**WHAT YOU HAVE TO DO:**
Count how many lines of the data include the string "roads", then say that number and stop.

──────

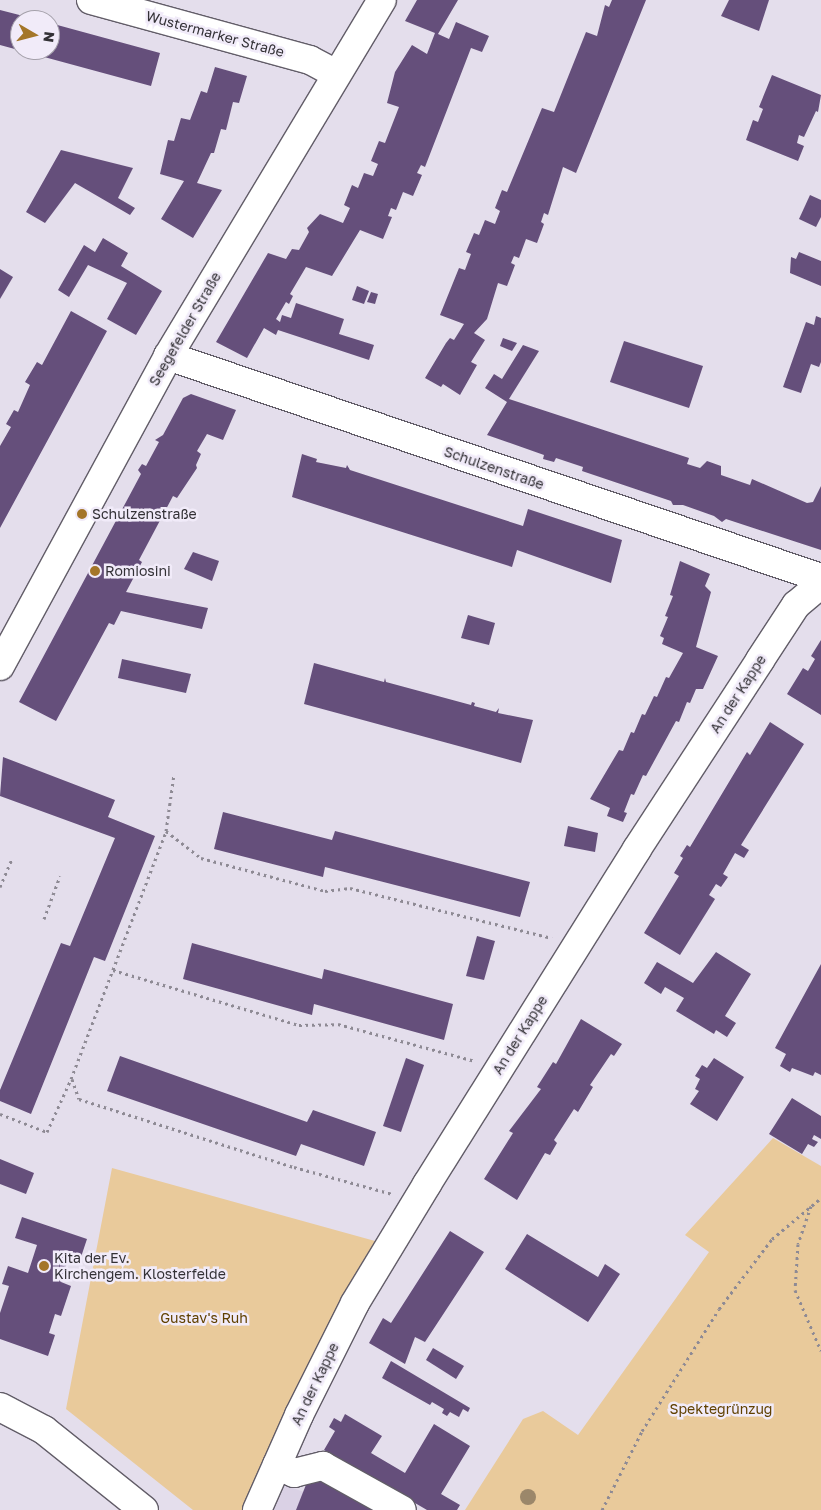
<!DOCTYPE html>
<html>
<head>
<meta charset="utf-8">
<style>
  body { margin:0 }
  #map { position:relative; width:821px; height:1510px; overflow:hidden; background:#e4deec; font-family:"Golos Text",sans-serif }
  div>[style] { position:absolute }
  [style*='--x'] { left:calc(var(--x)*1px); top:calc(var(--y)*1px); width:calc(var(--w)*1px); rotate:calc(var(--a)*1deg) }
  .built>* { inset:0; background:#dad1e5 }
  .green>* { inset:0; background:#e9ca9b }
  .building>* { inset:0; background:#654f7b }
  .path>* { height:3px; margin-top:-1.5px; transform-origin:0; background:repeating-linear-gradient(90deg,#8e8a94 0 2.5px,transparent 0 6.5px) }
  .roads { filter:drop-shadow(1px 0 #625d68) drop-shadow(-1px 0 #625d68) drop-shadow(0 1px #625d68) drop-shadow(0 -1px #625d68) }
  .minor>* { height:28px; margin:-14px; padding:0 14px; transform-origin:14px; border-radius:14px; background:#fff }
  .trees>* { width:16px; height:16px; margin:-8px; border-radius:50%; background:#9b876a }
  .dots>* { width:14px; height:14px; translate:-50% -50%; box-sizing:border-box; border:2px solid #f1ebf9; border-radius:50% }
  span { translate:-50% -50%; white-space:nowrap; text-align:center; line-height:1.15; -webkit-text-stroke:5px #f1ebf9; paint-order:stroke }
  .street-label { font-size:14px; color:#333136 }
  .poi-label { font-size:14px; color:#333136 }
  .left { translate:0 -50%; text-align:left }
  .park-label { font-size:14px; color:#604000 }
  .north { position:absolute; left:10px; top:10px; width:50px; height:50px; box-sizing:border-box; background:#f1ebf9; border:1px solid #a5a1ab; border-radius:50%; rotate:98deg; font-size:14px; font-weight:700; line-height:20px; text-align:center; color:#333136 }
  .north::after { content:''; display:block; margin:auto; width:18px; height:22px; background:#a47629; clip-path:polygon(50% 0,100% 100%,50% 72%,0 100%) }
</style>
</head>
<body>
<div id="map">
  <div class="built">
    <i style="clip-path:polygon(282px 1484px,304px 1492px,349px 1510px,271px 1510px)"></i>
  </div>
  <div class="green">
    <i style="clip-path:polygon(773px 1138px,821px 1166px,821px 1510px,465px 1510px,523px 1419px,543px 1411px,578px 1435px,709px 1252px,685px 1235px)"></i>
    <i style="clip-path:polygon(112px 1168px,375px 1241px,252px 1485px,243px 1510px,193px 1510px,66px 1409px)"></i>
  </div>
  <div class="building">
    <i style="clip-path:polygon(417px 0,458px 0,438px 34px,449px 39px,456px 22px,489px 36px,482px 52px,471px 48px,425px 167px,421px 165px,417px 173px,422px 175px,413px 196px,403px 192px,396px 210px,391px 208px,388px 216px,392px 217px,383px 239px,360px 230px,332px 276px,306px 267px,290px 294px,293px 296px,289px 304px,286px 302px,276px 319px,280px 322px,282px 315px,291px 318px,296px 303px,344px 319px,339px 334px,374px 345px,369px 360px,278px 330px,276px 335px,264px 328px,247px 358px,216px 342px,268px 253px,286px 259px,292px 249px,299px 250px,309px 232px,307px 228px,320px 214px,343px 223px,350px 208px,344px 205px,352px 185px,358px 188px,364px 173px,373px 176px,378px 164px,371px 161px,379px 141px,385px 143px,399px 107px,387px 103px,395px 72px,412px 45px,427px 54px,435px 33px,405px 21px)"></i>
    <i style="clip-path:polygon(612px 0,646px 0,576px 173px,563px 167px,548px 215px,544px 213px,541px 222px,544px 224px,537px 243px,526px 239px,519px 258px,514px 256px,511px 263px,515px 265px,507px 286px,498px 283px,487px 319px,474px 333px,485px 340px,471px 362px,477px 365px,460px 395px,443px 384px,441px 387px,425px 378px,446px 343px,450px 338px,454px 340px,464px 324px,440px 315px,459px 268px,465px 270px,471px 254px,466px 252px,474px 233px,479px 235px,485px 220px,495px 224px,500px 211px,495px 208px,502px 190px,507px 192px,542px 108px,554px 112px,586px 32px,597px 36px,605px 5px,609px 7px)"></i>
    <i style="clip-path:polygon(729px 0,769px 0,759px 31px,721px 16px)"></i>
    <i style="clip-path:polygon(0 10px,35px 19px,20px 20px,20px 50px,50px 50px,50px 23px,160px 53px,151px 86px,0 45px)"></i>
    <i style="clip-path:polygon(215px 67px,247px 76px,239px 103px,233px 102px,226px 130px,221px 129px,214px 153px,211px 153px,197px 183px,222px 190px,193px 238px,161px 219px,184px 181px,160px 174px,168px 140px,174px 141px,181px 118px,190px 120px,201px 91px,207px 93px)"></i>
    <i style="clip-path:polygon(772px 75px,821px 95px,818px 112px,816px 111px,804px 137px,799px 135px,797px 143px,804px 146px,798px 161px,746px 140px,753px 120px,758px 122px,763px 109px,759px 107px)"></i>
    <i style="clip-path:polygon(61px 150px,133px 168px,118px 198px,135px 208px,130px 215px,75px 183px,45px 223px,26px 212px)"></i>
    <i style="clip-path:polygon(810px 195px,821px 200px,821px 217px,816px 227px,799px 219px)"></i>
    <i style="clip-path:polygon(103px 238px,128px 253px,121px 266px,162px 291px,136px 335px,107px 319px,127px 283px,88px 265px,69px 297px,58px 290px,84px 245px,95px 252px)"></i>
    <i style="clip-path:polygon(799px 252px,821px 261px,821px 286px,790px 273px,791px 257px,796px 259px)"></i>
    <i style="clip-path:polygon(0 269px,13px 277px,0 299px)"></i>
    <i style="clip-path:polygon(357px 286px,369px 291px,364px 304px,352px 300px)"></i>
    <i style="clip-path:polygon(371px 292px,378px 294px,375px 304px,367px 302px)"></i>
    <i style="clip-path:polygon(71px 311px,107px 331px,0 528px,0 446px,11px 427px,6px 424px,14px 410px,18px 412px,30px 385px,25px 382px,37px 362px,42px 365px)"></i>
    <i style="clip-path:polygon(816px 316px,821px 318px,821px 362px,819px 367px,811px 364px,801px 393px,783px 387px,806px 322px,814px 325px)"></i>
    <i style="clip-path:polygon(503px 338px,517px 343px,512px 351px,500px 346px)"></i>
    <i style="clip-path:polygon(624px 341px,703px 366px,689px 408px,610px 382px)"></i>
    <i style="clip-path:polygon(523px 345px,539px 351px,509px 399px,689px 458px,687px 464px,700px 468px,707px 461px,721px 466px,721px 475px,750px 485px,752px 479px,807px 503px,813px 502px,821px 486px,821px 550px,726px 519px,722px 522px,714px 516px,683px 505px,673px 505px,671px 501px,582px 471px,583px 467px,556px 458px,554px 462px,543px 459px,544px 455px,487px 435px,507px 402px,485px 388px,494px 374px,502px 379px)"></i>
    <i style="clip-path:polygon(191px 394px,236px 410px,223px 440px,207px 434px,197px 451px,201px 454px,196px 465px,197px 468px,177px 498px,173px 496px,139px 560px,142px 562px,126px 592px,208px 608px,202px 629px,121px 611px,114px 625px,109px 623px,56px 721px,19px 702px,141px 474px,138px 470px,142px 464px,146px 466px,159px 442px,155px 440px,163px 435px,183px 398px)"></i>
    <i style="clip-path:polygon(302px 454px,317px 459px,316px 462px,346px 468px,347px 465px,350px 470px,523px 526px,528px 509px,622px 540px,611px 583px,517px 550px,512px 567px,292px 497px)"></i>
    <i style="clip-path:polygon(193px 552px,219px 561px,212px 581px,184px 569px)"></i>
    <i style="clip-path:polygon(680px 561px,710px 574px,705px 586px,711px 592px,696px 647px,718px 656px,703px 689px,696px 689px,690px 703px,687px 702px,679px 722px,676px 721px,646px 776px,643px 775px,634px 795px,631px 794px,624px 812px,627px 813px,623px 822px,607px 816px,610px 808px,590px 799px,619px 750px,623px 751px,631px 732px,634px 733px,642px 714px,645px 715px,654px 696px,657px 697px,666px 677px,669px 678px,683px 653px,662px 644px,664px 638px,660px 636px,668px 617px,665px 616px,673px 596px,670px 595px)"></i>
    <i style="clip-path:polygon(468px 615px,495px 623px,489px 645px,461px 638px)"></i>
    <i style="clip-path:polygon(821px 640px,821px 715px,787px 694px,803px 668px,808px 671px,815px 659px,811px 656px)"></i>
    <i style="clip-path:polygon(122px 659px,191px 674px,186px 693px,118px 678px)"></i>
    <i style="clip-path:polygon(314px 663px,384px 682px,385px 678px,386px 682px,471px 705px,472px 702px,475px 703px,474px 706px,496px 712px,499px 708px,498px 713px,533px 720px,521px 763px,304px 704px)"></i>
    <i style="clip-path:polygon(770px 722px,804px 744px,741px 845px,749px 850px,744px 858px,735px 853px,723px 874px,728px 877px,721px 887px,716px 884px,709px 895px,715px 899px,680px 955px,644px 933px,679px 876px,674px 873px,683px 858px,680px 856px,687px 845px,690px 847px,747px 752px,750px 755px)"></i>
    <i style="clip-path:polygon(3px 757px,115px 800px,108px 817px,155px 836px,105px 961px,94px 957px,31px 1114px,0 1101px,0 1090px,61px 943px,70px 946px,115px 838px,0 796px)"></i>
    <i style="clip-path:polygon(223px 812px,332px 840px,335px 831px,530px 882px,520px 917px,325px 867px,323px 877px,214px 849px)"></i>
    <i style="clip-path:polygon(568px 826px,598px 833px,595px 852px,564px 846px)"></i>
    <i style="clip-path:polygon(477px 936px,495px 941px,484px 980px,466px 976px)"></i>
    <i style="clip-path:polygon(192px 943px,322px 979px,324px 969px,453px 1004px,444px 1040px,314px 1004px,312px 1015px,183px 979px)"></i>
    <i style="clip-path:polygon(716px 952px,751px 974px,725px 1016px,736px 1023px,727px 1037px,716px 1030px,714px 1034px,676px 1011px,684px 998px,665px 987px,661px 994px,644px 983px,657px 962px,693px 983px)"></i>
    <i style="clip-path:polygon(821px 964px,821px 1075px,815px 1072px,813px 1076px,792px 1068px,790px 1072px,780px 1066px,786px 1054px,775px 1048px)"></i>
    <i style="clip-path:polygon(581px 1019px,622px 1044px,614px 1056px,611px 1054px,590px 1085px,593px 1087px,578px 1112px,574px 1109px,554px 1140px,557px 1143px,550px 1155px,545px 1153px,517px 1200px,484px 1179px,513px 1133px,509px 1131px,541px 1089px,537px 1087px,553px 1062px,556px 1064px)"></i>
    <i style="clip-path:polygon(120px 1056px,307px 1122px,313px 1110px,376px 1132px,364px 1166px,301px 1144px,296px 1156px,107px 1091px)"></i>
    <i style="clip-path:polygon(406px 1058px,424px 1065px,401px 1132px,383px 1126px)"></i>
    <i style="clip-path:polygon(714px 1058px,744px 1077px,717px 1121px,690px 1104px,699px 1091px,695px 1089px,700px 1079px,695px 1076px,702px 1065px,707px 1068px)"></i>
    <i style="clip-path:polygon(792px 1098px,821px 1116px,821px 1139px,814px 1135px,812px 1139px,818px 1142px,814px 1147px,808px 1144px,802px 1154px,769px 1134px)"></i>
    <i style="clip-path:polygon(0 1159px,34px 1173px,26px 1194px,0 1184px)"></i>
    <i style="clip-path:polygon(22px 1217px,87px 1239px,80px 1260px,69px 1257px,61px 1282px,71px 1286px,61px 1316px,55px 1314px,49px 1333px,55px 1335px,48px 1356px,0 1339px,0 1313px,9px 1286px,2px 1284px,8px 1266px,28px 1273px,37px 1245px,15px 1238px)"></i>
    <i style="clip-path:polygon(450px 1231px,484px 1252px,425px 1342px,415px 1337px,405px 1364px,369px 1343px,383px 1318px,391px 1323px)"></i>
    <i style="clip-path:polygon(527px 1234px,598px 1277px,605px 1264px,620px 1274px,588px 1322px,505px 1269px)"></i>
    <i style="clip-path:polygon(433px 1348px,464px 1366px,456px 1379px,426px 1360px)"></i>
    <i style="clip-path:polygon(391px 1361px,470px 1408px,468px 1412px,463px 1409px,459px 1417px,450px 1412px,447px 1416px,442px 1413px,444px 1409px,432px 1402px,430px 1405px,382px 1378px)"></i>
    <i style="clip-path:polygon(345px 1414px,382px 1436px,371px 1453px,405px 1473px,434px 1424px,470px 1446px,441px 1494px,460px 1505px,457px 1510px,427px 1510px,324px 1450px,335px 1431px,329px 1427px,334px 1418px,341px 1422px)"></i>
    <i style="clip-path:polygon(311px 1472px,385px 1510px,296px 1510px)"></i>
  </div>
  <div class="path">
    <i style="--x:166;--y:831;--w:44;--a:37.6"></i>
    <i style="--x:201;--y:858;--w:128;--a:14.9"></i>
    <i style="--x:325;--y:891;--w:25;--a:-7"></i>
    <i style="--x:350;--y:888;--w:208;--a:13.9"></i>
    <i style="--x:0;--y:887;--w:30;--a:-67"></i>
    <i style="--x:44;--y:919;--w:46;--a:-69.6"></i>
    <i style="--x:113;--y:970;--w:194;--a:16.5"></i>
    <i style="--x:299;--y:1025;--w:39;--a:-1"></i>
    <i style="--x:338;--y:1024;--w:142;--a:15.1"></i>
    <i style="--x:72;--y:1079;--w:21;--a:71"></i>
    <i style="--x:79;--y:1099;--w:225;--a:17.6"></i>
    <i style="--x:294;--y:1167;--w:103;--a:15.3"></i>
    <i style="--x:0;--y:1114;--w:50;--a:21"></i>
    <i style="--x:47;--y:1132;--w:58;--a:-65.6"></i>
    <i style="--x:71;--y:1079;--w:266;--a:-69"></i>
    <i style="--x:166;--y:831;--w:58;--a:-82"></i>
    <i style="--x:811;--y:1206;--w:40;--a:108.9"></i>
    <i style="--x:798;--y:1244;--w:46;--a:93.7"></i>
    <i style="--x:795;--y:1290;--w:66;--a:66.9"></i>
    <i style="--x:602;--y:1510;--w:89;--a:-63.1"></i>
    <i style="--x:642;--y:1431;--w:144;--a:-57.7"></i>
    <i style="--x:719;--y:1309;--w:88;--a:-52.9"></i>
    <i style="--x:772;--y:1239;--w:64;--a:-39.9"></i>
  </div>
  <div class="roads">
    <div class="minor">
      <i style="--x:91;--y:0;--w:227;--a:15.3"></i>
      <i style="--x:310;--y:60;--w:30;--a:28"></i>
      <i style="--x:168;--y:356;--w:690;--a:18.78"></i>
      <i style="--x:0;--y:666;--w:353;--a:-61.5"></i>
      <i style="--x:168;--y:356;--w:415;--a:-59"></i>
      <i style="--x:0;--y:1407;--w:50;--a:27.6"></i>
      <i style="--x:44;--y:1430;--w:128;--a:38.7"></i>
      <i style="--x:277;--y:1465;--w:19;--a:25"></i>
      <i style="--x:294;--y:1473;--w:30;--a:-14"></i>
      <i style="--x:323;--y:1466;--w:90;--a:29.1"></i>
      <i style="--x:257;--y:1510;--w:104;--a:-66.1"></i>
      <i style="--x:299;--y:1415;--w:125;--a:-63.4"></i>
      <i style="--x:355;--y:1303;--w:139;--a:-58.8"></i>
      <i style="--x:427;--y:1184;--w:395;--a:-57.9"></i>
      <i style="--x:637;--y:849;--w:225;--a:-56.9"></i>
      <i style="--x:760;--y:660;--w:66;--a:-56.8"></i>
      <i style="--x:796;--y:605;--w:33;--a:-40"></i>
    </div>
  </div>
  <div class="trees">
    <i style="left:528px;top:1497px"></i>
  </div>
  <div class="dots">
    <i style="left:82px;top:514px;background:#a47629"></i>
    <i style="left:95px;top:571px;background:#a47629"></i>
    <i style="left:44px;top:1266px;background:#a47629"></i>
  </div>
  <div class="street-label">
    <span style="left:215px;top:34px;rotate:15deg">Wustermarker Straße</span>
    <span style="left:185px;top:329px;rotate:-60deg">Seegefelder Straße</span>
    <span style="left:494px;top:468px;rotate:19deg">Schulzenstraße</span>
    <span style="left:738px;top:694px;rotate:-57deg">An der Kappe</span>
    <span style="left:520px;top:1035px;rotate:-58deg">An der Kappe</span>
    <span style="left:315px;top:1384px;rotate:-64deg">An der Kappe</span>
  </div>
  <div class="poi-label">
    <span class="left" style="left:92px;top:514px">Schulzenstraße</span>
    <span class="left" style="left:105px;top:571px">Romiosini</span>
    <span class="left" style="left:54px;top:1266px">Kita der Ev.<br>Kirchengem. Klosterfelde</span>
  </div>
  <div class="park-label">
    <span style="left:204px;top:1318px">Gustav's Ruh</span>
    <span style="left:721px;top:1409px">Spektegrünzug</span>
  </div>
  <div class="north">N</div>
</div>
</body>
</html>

──────

**YOUR SOLUTION:**
2